Establishing Your Wardrobe.

Make sure you've read part 1 - the why which will give you the first stepping stone to establishing your wardrobe, and part 2 - the inspiration which will show you how to find attainable inspiration for your style going forward.

Step 3 is 'the styling'

Once you've established the 'why' and ascertained your sources of inspiration, or have put a little mood board together, we're going to look at the pieces in your current wardrobe and figure out how they fit into the look you want to achieve.

In this section, we're going over the individual items (rather than the broad concept of style in the 1st part) to see what we can figure out and if the items will stay, be changed slightly, or go. This isn't inherently a process where we start from scratch or want to rapidly get rid of everything (unless you want that, of course), but one where we make considered decisions based on long term goals.

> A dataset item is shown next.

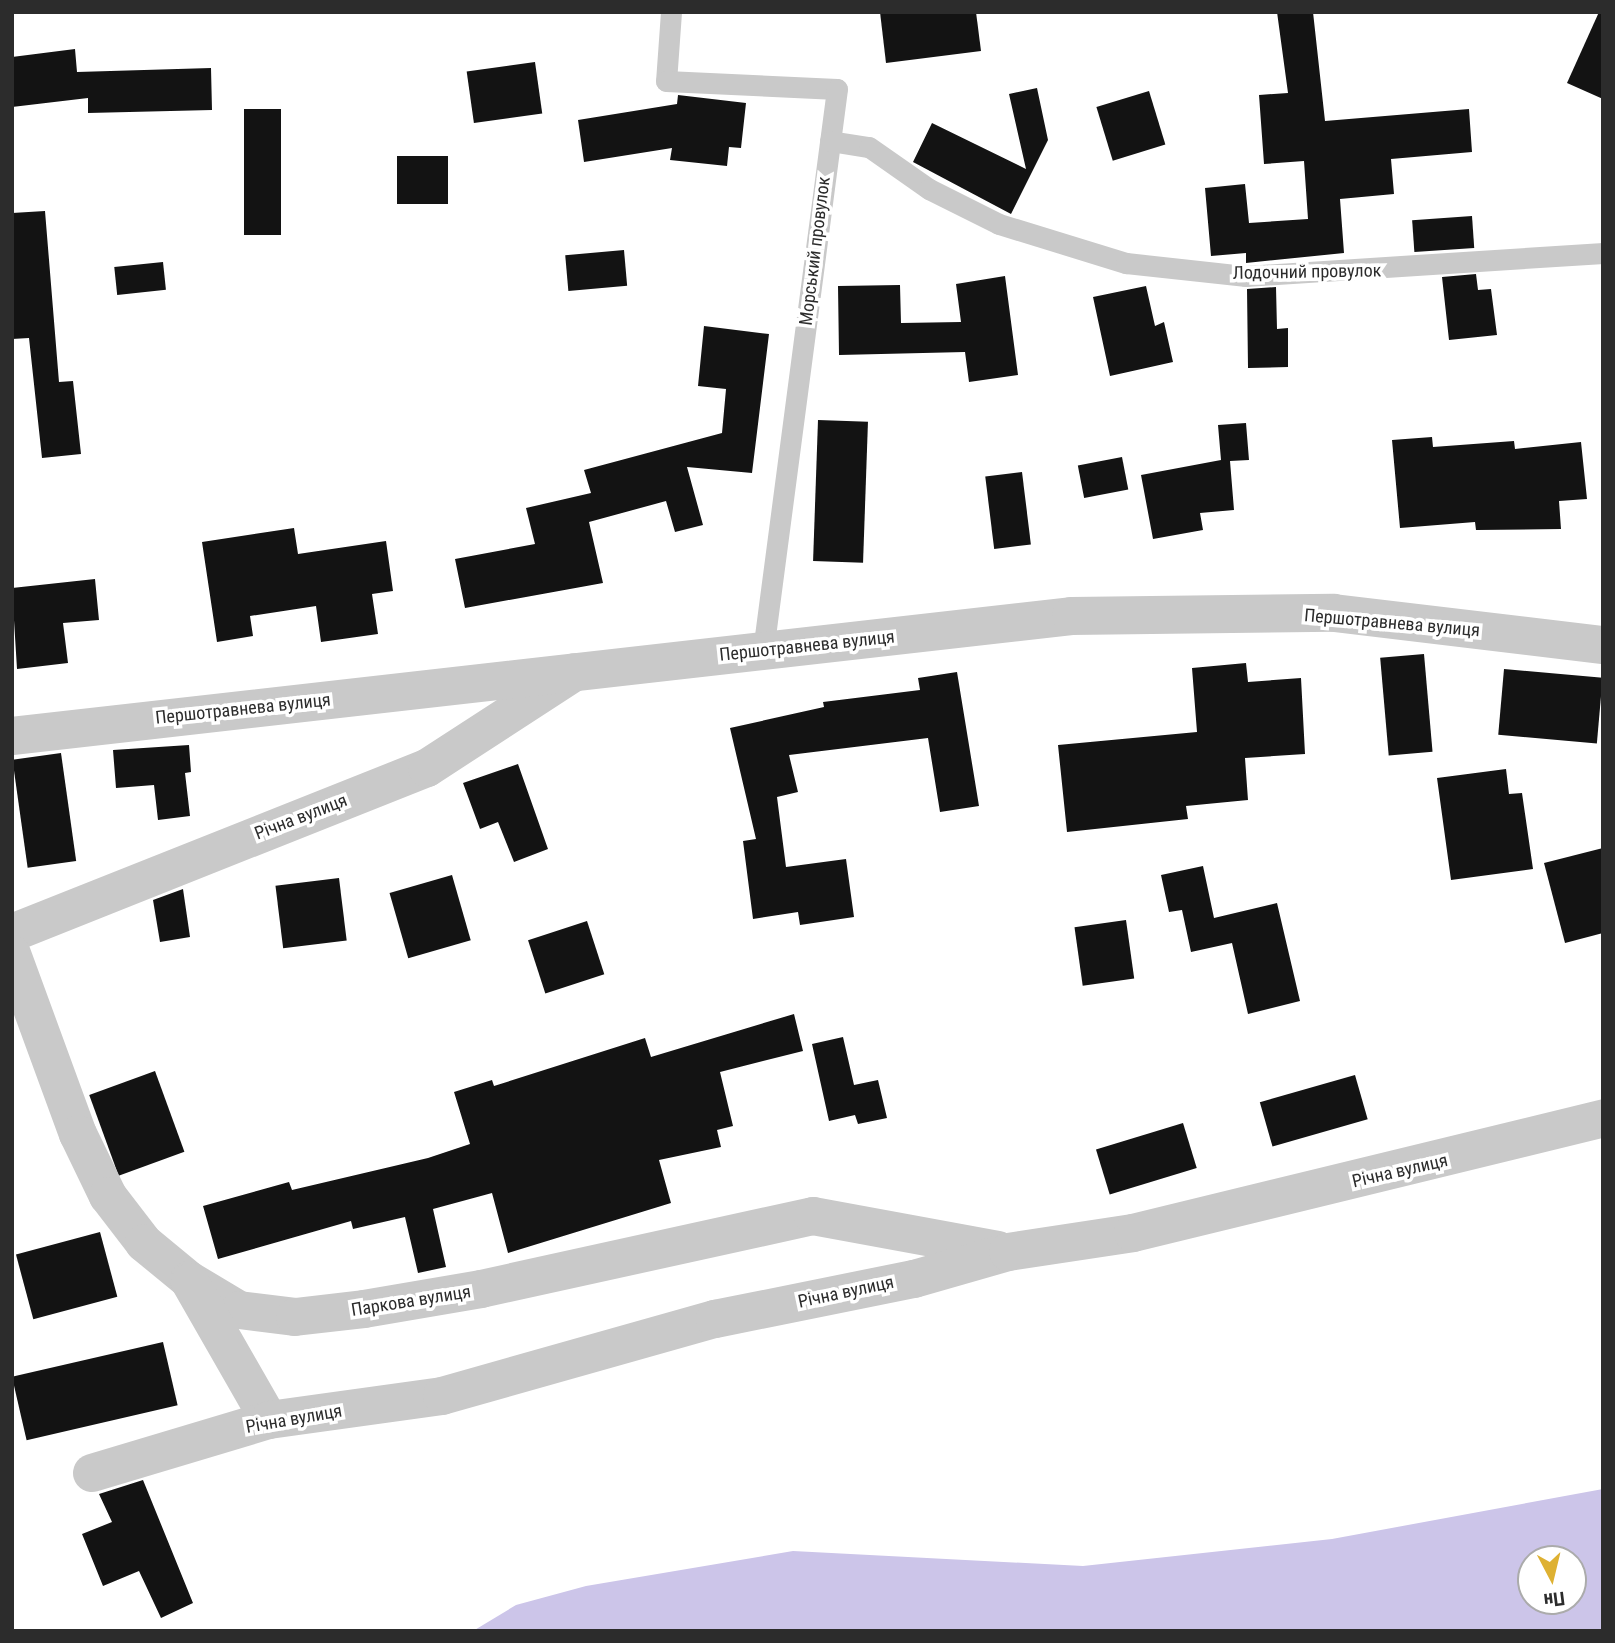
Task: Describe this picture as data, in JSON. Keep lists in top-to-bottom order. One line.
{"streets":{"street":["Першотравнева вулиця","Річна вулиця","Паркова вулиця"],"lane":["Морський провулок","Лодочний провулок"]},"crossings":[["Морський провулок","Лодочний провулок"],["Морський провулок","Першотравнева вулиця"],["Першотравнева вулиця","Річна вулиця"],["Річна вулиця","Паркова вулиця"]],"north":"bottom"}
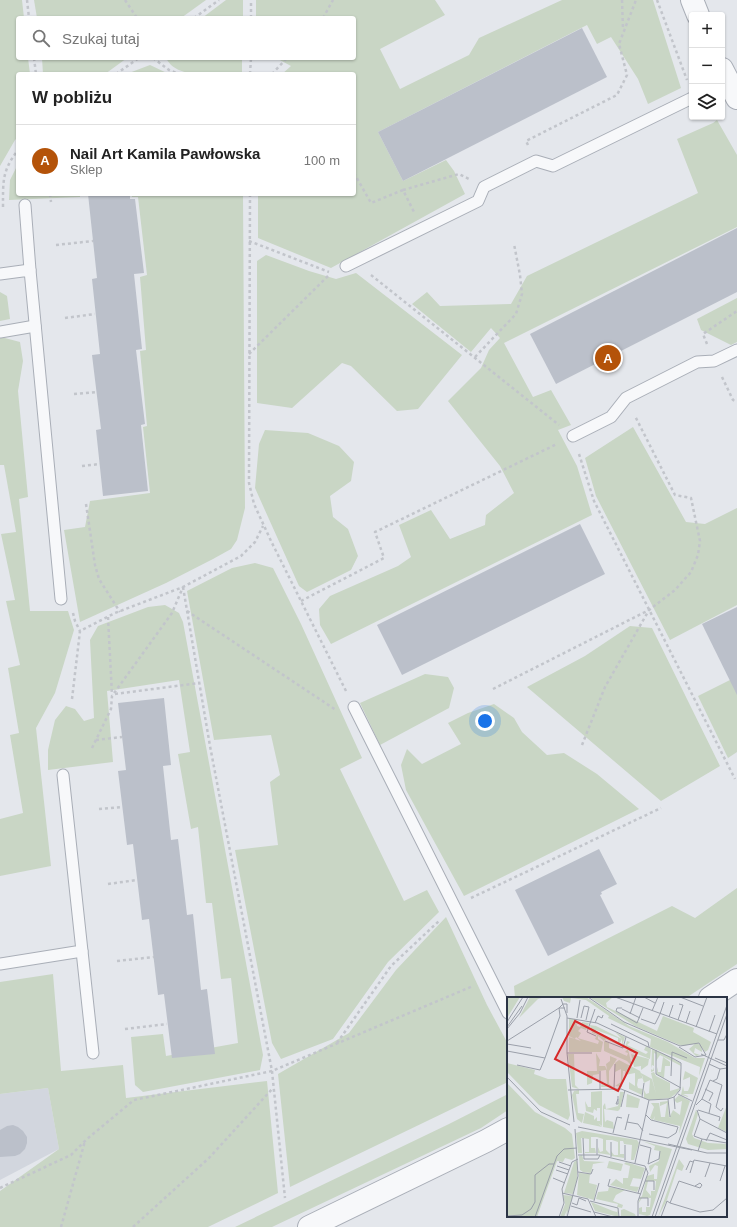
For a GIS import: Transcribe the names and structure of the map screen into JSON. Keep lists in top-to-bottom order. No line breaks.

Remember to refer back to your inspo images or what you have in your mind, as we're aiming to keep it attainable and sustainable going forward!

Try everything on and be honest. Take photos if you need to. Go with your gut instinct and don't talk yourself out of your feelings.


Step 1 - Pick out the items you love

First of all, think out the items you know you already love and ones you gravitate towards. What do they say about you? Do they convey the message you're looking to show? What do you like about them specifically? Is it the material, the cut, the colour, how confident it makes you feel? Place them all in a separate section of your wardrobe or on a rail (if you have one) and see what they look like together.

Step 2 - Pick out the items that you don't love

Similarly to the above, what items do you always stay away from? This can be due to cut, colour, fit, material, or just how they feel on your body. Do you dislike them because you've got nothing to wear with them? Or do they have memories attached to them that you'd rather forget? Sometimes we cannot get over the cost per wear and pretend they don't exist in our wardrobes, but not today! Get em out and put them in a separate section to the above. When viewing them all together, do you have any particular thoughts?

Step 3 - Does it fit in with your lifestyle?

Looking at the items you like, do they fit in with your lifestyle? You might like that sparkly top, but are you actually going to wear it more than once or twice in its lifetime? Could you style it differently so it fits in with your every day style? Or are you happy to accept that you won't wear it often?

As Amy (founder of the brand Tibi) says, we have 3 categories: our foundational pieces (the WOFs), the in and outs and the had to haves. Each has a place in our wardrobe, but the foundational and in and out (ie seasonal) pieces make up the bulk of our wardrobe.

Step 4 - Why did you purchase these items to begin with?

This can sometimes be quite an emotional step, as purchases can have a lot of feeling attached to them (positive or negative), but being honest with why you bought that item - in terms of function or occasion - massively helps with not only curating your wardrobe but also curbing future purchases.

Sitting with the gravity of our purchases is important, I think. It helps up not only become more pragmatic, but also with not associating new items with a dopamine hit.

Hopefully using the steps above, you'll be able to establish what pieces in your wardrobe already reflect the style you would love and come to terms with any not so great purchases. It's perfectly ok to feel regret or uneasiness about your wardrobe, as it is an ongoing process, but as someone who used to hoard clothes and never had anything to wear, I promise once you get past the uncomfortable part, it becomes much easier!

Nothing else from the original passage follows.